*GOAL OF THE EXERCISE*
Return every record exactly as written.

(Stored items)
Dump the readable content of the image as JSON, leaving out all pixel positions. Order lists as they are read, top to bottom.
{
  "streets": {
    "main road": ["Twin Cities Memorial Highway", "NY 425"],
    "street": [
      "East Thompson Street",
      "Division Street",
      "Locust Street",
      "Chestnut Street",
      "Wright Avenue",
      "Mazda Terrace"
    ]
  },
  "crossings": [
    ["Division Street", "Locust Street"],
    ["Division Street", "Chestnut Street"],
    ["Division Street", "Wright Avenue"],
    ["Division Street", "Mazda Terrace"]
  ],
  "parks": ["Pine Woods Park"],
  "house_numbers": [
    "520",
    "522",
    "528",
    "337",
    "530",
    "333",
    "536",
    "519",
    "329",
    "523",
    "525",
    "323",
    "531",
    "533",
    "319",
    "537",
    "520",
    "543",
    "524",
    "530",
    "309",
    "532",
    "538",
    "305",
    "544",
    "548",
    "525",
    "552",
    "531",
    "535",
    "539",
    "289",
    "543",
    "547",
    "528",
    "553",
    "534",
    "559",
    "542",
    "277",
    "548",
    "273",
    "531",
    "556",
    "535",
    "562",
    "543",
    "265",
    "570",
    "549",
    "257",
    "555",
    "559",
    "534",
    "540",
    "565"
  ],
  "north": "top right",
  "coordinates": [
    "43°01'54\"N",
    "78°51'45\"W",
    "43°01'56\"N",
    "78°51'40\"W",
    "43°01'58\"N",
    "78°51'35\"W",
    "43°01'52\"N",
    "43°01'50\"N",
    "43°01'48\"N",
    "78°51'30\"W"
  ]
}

*TASK SOLUTION*
Dump the readable content of the image as JSON, leaving out all pixel positions. Order lists as they are read, top to bottom.
{
  "streets": {
    "main road": ["Twin Cities Memorial Highway", "NY 425"],
    "street": [
      "East Thompson Street",
      "Division Street",
      "Locust Street",
      "Chestnut Street",
      "Wright Avenue",
      "Mazda Terrace"
    ]
  },
  "crossings": [
    ["Division Street", "Locust Street"],
    ["Division Street", "Chestnut Street"],
    ["Division Street", "Wright Avenue"],
    ["Division Street", "Mazda Terrace"]
  ],
  "parks": ["Pine Woods Park"],
  "house_numbers": [
    "520",
    "522",
    "528",
    "337",
    "530",
    "333",
    "536",
    "519",
    "329",
    "523",
    "525",
    "323",
    "531",
    "533",
    "319",
    "537",
    "520",
    "543",
    "524",
    "530",
    "309",
    "532",
    "538",
    "305",
    "544",
    "548",
    "525",
    "552",
    "531",
    "535",
    "539",
    "289",
    "543",
    "547",
    "528",
    "553",
    "534",
    "559",
    "542",
    "277",
    "548",
    "273",
    "531",
    "556",
    "535",
    "562",
    "543",
    "265",
    "570",
    "549",
    "257",
    "555",
    "559",
    "534",
    "540",
    "565"
  ],
  "north": "top right",
  "coordinates": [
    "43°01'54\"N",
    "78°51'45\"W",
    "43°01'56\"N",
    "78°51'40\"W",
    "43°01'58\"N",
    "78°51'35\"W",
    "43°01'52\"N",
    "43°01'50\"N",
    "43°01'48\"N",
    "78°51'30\"W"
  ]
}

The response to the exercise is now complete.